● Data
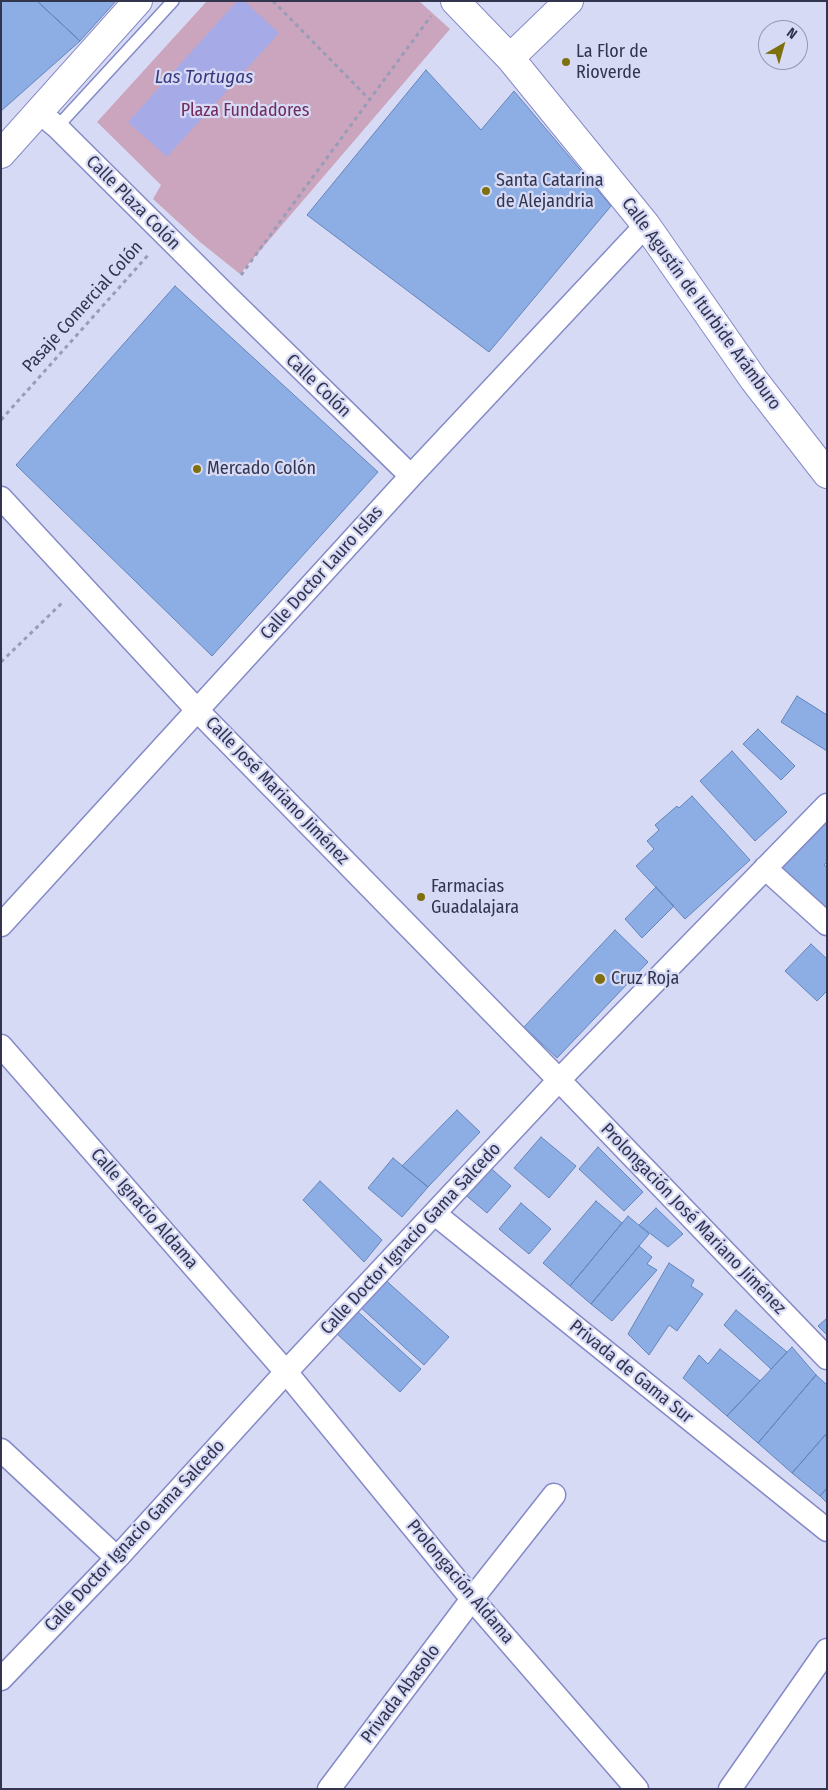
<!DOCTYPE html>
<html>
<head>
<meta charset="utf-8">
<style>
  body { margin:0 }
  #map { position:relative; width:828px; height:1790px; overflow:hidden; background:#d7daf5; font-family:"Fira Sans Condensed",sans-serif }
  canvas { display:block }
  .frame { position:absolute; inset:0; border:2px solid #33354f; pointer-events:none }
  .north { position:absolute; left:758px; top:20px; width:50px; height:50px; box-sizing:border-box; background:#d7daf5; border:1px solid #9598b3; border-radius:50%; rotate:38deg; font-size:14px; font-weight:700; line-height:20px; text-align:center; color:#33354f }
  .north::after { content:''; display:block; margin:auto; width:18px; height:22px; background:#7e700f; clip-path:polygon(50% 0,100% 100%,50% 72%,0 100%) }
</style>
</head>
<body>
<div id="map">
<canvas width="828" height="1790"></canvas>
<div class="frame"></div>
<div class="north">N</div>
</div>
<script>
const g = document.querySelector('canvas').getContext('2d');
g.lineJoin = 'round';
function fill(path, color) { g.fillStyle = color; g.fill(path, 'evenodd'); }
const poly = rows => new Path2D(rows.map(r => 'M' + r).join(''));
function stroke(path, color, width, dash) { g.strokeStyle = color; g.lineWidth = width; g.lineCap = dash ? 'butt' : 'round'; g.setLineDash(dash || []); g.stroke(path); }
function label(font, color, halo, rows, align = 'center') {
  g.font = font + ' "Fira Sans Condensed",sans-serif'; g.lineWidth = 4.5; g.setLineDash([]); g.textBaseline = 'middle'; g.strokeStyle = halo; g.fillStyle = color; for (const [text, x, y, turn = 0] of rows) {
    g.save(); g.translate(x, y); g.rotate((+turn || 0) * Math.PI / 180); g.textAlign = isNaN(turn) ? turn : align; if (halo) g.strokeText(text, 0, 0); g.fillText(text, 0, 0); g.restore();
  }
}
fill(poly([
  [207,1,419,1,450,29,240,274,200,242,153,199,161,185,97,122]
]), '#cba5bd');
fill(poly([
  [237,1,244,1,279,33,167,157,128,122]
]), '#a6abe8');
const building = poly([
  [1,1,37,1,80,41,1,111,1,1],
  [37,1,116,1,80,41,37,1],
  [426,70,481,130,514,91,611,206,489,352,307,215,426,70],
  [175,286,378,472,212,656,16,465,175,286],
  [797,696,827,715,827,751,781,722,797,696],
  [758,729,795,766,781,780,743,744,758,729],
  [732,751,787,812,755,841,700,781,732,751],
  [692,796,750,860,685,919,636,866,654,849,647,841,659,830,655,825,677,806,679,808,692,796],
  [827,811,827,862,824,865,827,867,827,907,824,910,775,864,827,811],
  [656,887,674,906,642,938,625,919,656,887],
  [615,930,648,962,557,1058,524,1027,615,930],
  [811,944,827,959,827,991,817,1001,785,971,811,944],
  [457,1110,480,1132,428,1187,402,1166,457,1110],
  [541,1137,576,1166,549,1198,514,1168,541,1137],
  [598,1147,643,1192,624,1211,579,1169,598,1147],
  [393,1158,428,1187,402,1217,368,1188,393,1158],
  [486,1164,511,1186,487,1213,462,1192,486,1164],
  [320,1181,382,1240,364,1262,303,1200,320,1181],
  [596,1201,622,1223,570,1286,543,1263,596,1201],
  [521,1203,551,1229,529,1254,499,1229,521,1203],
  [656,1208,683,1234,668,1247,639,1225,656,1208],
  [628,1216,649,1234,591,1304,570,1286,628,1216],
  [639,1246,652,1257,647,1264,657,1270,612,1321,591,1304,639,1246],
  [669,1263,694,1280,691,1286,703,1294,677,1331,669,1325,649,1355,628,1334,669,1263],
  [382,1277,449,1337,424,1365,358,1305,382,1277],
  [356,1310,421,1369,400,1392,335,1332,356,1310],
  [736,1310,787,1352,771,1369,724,1325,736,1310],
  [827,1318,827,1335,818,1326,827,1318],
  [792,1347,816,1375,758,1443,727,1416,792,1347],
  [720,1349,760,1381,727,1416,683,1378,699,1355,708,1364,720,1349],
  [816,1375,827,1385,827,1433,792,1473,758,1443,816,1375],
  [827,1433,827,1488,820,1496,792,1473,827,1433],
  [827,1488,827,1503,820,1496,827,1488]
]);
fill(building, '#8daee4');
stroke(building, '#6384bb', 1);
const service = poly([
  [57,127,173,1]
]);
const minor = poly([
  [39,112,57,127,226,295,411,476],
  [1,498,197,710,559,1080,827,1358],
  [765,868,827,924],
  [1,925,411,476,646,225],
  [1,1046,286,1372,472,1599,637,1789],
  [435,1214,827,1530],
  [1,1450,117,1558],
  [1,1679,117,1558,286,1372,559,1080,827,805],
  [329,1789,472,1599,554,1495],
  [730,1789,827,1650]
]);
const tertiary = poly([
  [455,1,510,58,646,225,754,380,827,474],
  [510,58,569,1],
  [1,154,138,1]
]);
stroke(service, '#858ac7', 14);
stroke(minor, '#858ac7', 25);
stroke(tertiary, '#858ac7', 30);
stroke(poly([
  [273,1,369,99],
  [241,275,431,16],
  [1,420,150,253],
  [1,662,63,602]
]), '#999cb6', 3, [4, 4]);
stroke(service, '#fff', 11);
stroke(minor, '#fff', 22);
stroke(tertiary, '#fff', 28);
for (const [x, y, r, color] of [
  [566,62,5,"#7e700f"],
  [486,191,5,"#7e700f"],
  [197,469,5,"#7e700f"],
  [421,897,5,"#7e700f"],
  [600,979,6,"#7e700f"]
]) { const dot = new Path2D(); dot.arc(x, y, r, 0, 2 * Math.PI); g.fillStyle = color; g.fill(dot); stroke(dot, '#d7daf5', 2); }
label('18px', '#33354f', '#d7daf5', [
  ["La Flor de",576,52],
  ["Rioverde",576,73],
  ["Santa Catarina",496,181],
  ["de Alejandria",496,202],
  ["Mercado Colón",207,469],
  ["Farmacias",431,887],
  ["Guadalajara",431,908],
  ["Cruz Roja",611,979]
], 'left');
label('18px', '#712b5d', '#d7daf5', [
  ["Plaza Fundadores",245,111]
]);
label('18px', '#33354f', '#d7daf5', [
  ["Calle Plaza Colón",133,203,45],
  ["Calle Agustín de Iturbide Arámburo",701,304,54],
  ["Pasaje Comercial Colón",83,307,-48],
  ["Calle Colón",318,386,44],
  ["Calle Doctor Lauro Islas",322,573,-48],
  ["Calle José Mariano Jiménez",277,791,46],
  ["Calle Ignacio Aldama",144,1209,49],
  ["Prolongación José Mariano Jiménez",693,1219,46],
  ["Calle Doctor Ignacio Gama Salcedo",411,1239,-47],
  ["Privada de Gama Sur",631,1372,39],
  ["Calle Doctor Ignacio Gama Salcedo",135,1536,-47],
  ["Prolongación Aldama",460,1582,50],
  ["Privada Abasolo",401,1694,-53]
]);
label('italic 19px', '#39377e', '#d7daf5', [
  ["Las Tortugas",204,78]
]);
</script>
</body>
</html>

● Requirement
Out of the records above, pull each line containing the word "strokeStyle".

● Task answer
function stroke(path, color, width, dash) { g.strokeStyle = color; g.lineWidth = width; g.lineCap = dash ? 'butt' : 'round'; g.setLineDash(dash || []); g.stroke(path); }
  g.font = font + ' "Fira Sans Condensed",sans-serif'; g.lineWidth = 4.5; g.setLineDash([]); g.textBaseline = 'middle'; g.strokeStyle = halo; g.fillStyle = color; for (const [text, x, y, turn = 0] of rows) {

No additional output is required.